Standard abbreviations
- ISO 4: Books Can.

Indexing
- ISSN: 0045-2564
- OCLC no.: 421761698

Links
- Journal homepage;

= Books in Canada =

Canadian literary magazine (1971–2008)

Books in Canada was a monthly magazine that reviewed Canadian literature, published in print form between 1971 and 2006. In its heyday it was the most influential literary magazine in Canada.

==Foundation==
One of the co-founders of Books in Canada in 1971 was the radio producer, book publisher and jazz music columnist Val Clery (1924–1996).
He decided the magazine was needed after writing a report for the Canadian Book Publishers' Council on promotion of books in Canada, and was the first editor of the magazine.
The journal received subsidies from the Canadian government.
It was published by Bedford House Publishing Corp.

==Contents==
Books in Canada included reviews of Canadian poetry, literature and non-fiction books.
Authors such as Margaret Atwood, Margaret Laurence, bpNichol and Michael Ondaatje contributed reviews.
It also included interviews with authors and profiles of authors, and other topics.
The author, journalist and second-hand bookstore owner Donald Herbert Bell (1936–2004) wrote a column called "Founde Bookes" that described his activity locating and selling books.

==History==
Books in Canada was the most comprehensive book review journal in the 1980s and early 1990s, giving a broad overview of the Canadian literary scene that was valued by writers who wanted to keep in touch.
Books in Canada appeared nine times per year. It was sold in book stores and newsstands across the country, and by subscription.
Circulation was about 12,000 per issue.
According to Stephen Henighan it was sometimes facile, and sometimes paid too much attention to activity in Toronto, but it published reviews by freelancers from across the country and covered almost all Canadian fiction and poetry publications. The magazine was readable, light and journalistic.
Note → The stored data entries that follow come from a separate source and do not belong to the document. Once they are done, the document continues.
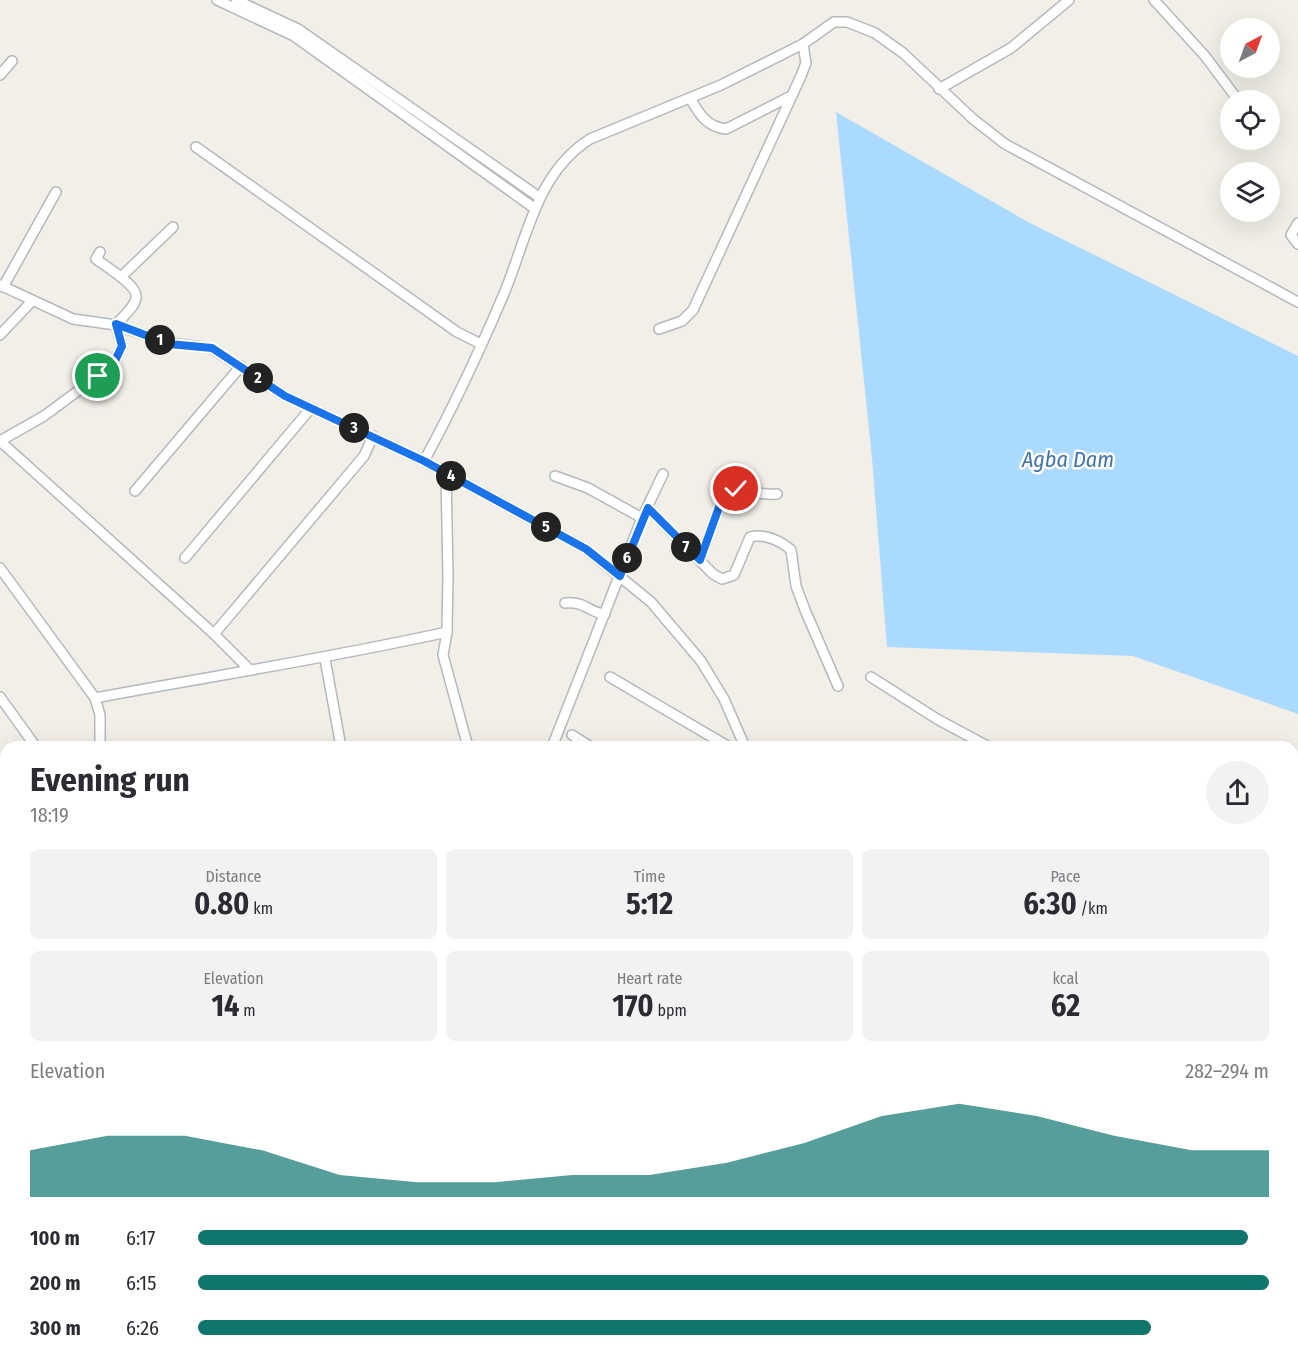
<!DOCTYPE html>
<meta charset="utf-8">
<style>
:root{--surface:#fff;--page:#f2f2f3;--text:#2b2b33;--muted:#7c7c81;--accent:#0f766e}
body{margin:0;font-family:"Fira Sans Condensed",sans-serif;background:var(--page);color:var(--text);height:100vh;display:flex;flex-direction:column;font-size:22px;white-space:nowrap}
*{box-sizing:border-box;margin:0}
p{font-size:20px;color:var(--muted)}
.icon{flex:none;width:33px;height:33px;fill:none;stroke:currentColor;stroke-width:2;stroke-linecap:round;stroke-linejoin:round}
.map{position:relative;flex:1;overflow:hidden}
.panel{position:absolute;left:0px;top:741px;width:1299px;height:622px;display:flex;flex-direction:column;background:var(--surface);border-radius:18px 18px 0 0;box-shadow:0 6px 24px #0002}
.panel>*{flex:none}
.needle{width:39px;rotate:41deg}
.fabs{position:absolute;left:1220px;top:18px;display:grid;gap:12px}
.fabs a{display:grid;place-items:center;width:60px;height:60px;border-radius:50%;background:var(--surface);box-shadow:0 6px 24px #0002;font-size:30px}
.pin{position:absolute;display:grid;place-items:center;width:51px;height:51px;color:#fff;margin:-26px;border:3px solid #fff;border-radius:50%;box-shadow:0 2px 6px #0007}
.km{position:absolute;width:30px;height:30px;margin:-15px;border-radius:50%;background:#222;color:#fff;font-size:16px;line-height:30px;text-align:center}
.round{display:grid;place-items:center;flex:none;width:63px;height:63px;border-radius:32px;background:var(--page)}
.head{display:flex;align-items:center;justify-content:space-between;height:102px;padding:0 30px}
h1{font-size:33px;font-weight:700;line-height:45px}
.figures{display:grid;grid-template-columns:repeat(3,1fr);gap:9px;height:102px;padding:6px 30px}
.figures div{display:grid;align-content:center;border-radius:9px;background:var(--page);text-align:center}
.figures b{font-size:30px;font-weight:700}
.figures small{font-size:16px;font-weight:400}
.figures p{font-size:16px}
.chart{height:168px;padding:12px 30px}
.chart p{display:flex;justify-content:space-between}
.chart svg{width:100%;height:108px;margin-top:6px;fill:var(--accent);opacity:.7}
ul{padding:0 30px;list-style:none;font-size:20px}
li{display:grid;grid-template-columns:96px 72px 1fr;align-items:center;height:45px}
li i{height:15px;border-radius:8px;background:var(--accent)}
.map>svg:first-child{display:block}
</style>
<div class="map">
<svg width="1298" height="1363" viewBox="0 0 1298 1363">
<rect width="100%" height="100%" fill="#f1efe8"/>
<path fill="#aadaff" d="M836,112L1028,222L1298,356V714L1133,656L887,647L872,458Z"/>
<g fill="none" stroke-linecap="round" stroke-linejoin="round">
<defs>
<g id="minor">
<path d="M217,0L294,36L534,208"/>
<path d="M236,0L298,29L539,197"/>
<path d="M1154,0L1205,56L1238,100"/>
<path d="M0,75L12,61"/>
<path d="M939,89L1011,48L1069,0"/>
<path d="M690,98C699,114 707,127 726,129L791,96"/>
<path d="M196,147L457,332L481,344"/>
<path d="M1298,223L1291,235L1298,244"/>
<path d="M121,277L173,227"/>
<path d="M0,285L73,319L116,325L169,343L211,348L285,396L424,461L586,549L651,602L701,661L724,699L745,747"/>
<path d="M3,287L56,192"/>
<path d="M659,329L682,321L693,310L801,76L806,63L803,44"/>
<path d="M0,335L32,301"/>
<path d="M0,441L214,634L249,669"/>
<path d="M0,441L44,416L98,376L114,363L122,346L116,325C122,317 135,307 136,298C139,286 105,266 96,259L100,252"/>
<path d="M424,461C453,408 479,352 503,296C527,240 535,174 590,139L721,85L803,44L834,22H847L875,33L903,53L973,119L1005,144L1298,302"/>
<path d="M446,473L448,576L447,632L443,655L468,747"/>
<path d="M555,476L588,488L642,518"/>
<path d="M135,491L241,366"/>
<path d="M648,508L713,574L722,579L734,575L750,537C764,533 781,541 791,550L796,586L805,610L838,686"/>
<path d="M185,558L311,408"/>
<path d="M700,560L723,496L728,490C743,488 760,496 777,494"/>
<path d="M0,568L95,698L100,715V747"/>
<path d="M565,603C586,601 589,613 605,614"/>
<path d="M214,634L364,456L373,436"/>
<path d="M325,659L341,747"/>
<path d="M610,677L729,747"/>
<path d="M871,677L937,719L989,747"/>
<path d="M0,697L36,747"/>
<path d="M95,698C212,676 330,658 447,632"/>
<path d="M572,735L591,747"/>
<path d="M552,747L642,518L663,474"/>
<path d="M0,813L6,809"/>
<path d="M1293,842L1298,845"/>
<path d="M0,974L6,985"/>
<path d="M1293,998L1298,999"/>
<path d="M0,1205L6,1204"/>
<path d="M1293,1290H1298"/>
<path d="M0,1305H6"/>
<path d="M188,1358L189,1363"/>
<path d="M304,1358L305,1363"/>
<path d="M416,1358L417,1363"/>
<path d="M553,1358V1363"/>
<path d="M775,1358L779,1363"/>
<path d="M872,1358V1363"/>
<path d="M970,1358V1363"/>
<path d="M741,1363L748,1358"/>
</g>
<g id="major">
<path d="M0,1106H6"/>
<path d="M1293,1116L1298,1117"/>
</g>
</defs>
<use href="#minor" stroke="#b5b8bc" stroke-width="12"/>
<use href="#major" stroke="#f2c960" stroke-width="14"/>
<use href="#minor" stroke="#fff" stroke-width="9"/>
<use href="#major" stroke="#fff2af" stroke-width="10"/>
</g>
<g fill="none" stroke-linecap="round" stroke-linejoin="round">
<defs>
<path id="route" d="M98,376L114,363L122,346L116,324L169,344L212,348L285,396L424,461L586,549L620,576L648,508L700,560L723,496L728,490L736,489"/>
</defs>
<use href="#route" stroke="#fff" stroke-width="12"/>
<use href="#route" stroke="#1a73e8" stroke-width="8"/>
</g>
<g text-anchor="middle" dominant-baseline="central" stroke-width="5" stroke-linejoin="round" paint-order="stroke">
<g font-size="22" font-style="italic" fill="#4174aa" stroke="#fff">
<text x="1068" y="459">Agba Dam</text>
</g>
</g>
</svg>
<div class="fabs">
<a><svg class="needle" viewBox="-14 -14 28 28"><path d="M0-13l5 13h-10z" fill="#e53935"/><path d="M0 13l5-13h-10z" fill="#7c7c81"/></svg></a>
<a><svg class="icon" aria-label="locate" viewBox="0 0 24 24"><circle cx="12" cy="12" r="6"/><path d="M12 2v4M12 18v4M2 12h4M18 12h4"/></svg></a>
<a><svg class="icon" aria-label="layers" viewBox="0 0 24 24"><path d="M12 4l9 5-9 5-9-5zM3 14l9 5 9-5"/></svg></a>
</div>
<div class="pin" style="left:98px;top:376px;background:#1e9e55"><svg class="icon" aria-label="arrive" viewBox="0 0 24 24"><path d="M6 21V4h12l-3 4 3 4H6"/></svg></div>
<div class="pin" style="left:736px;top:489px;background:#d93025"><svg class="icon" aria-label="check" viewBox="0 0 24 24"><path d="M5 12l5 5 9-10"/></svg></div>
<b class="km" style="left:160px;top:340px">1</b>
<b class="km" style="left:258px;top:378px">2</b>
<b class="km" style="left:354px;top:428px">3</b>
<b class="km" style="left:451px;top:476px">4</b>
<b class="km" style="left:546px;top:527px">5</b>
<b class="km" style="left:627px;top:558px">6</b>
<b class="km" style="left:686px;top:547px">7</b>
<section class="panel">
<div class="head"><div><h1>Evening run</h1><p>18:19</p></div><a class="round"><svg class="icon" aria-label="share" viewBox="0 0 24 24"><path d="M12 15V3M7 8l5-5 5 5M5 13v7h14v-7"/></svg></a></div>
<div class="figures">
<div><p>Distance</p><b>0.80<small> km</small></b></div>
<div><p>Time</p><b>5:12</b></div>
<div><p>Pace</p><b>6:30<small> /km</small></b></div>
</div>
<div class="figures">
<div><p>Elevation</p><b>14<small> m</small></b></div>
<div><p>Heart rate</p><b>170<small> bpm</small></b></div>
<div><p>kcal</p><b>62</b></div>
</div>
<div class="chart"><p><span>Elevation</span>282–294 m</p>
<svg viewBox="0 0 160 44" preserveAspectRatio="none"><path d="M0 44V25L10 19L20 19L30 25L40 35L50 38L60 38L70 35L80 35L90 30L100 22L110 11L120 6L130 11L140 19L150 25L160 25V44z"/></svg>
</div>
<ul>
<li><b>100 m</b>6:17<i style="width:98%"></i></li>
<li><b>200 m</b>6:15<i style="width:100%"></i></li>
<li><b>300 m</b>6:26<i style="width:89%"></i></li>
</ul>
</section>
</div>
Books in Canada was acquired by Adrian Stein in 1995.
The magazine was published through Stein's company named The Canadian Review of Books Ltd.
Olga Stein, wife of Adrian Stein, edited the journal.
The Steins converted Books in Canada to a new format.
Henighan suggests that it became more selective about what it chose to review, ignoring important works in favor of obscure academic books and lengthy opinion columns.
Circulation dropped sharply.
Early in 2000 the journal suspended publication.

In 2001 Adrian Stein made a deal with Amazon.com, an online book retailer, which generated some controversy.
Stein sold Amazon the electronic rights to old reviews, while Amazon provided cash and advertising to the journal, which resumed publishing in July 2001. With the new Amazon arrangement, print circulation increased dramatically to 100,000 copies per issue while subscriptions remained the same. Amazon offered every Canadian customer a complimentary copy of the publication in the mail.

In its last years Books in Canada was sometimes narrowly focused on Toronto, sometimes attempted to address the global market.
The Canada Council for the Arts, Ontario Arts Council and Canadian Heritage Magazine Fund reduced or dropped funding.
The magazine published an extensive defense of the Canadian newspaper publisher Conrad Black before his trial for fraud in the U.S.
The January/February 2008 issue had an article titled "The Knotted Knickers of Naomi Klein" with a caricature of the author.
The magazine continues to provide an online archive of its reviews.

==First Novel Award==

Books in Canada established its prestigious "Books in Canada First Novel Award" in 1976.
It was later sponsored by SmithBooks, a bookseller, and known as the "Smithbooks/Books in Canada First Novel Award".
When Smithbooks was acquired by Chapters in 1995 the award was renamed the "Chapters/Books in Canada First Novel Award".
Later the award became the "Amazon.ca/Books in Canada First Novel Award".
After Books in Canada closed it became the "Amazon.ca First Novel Award".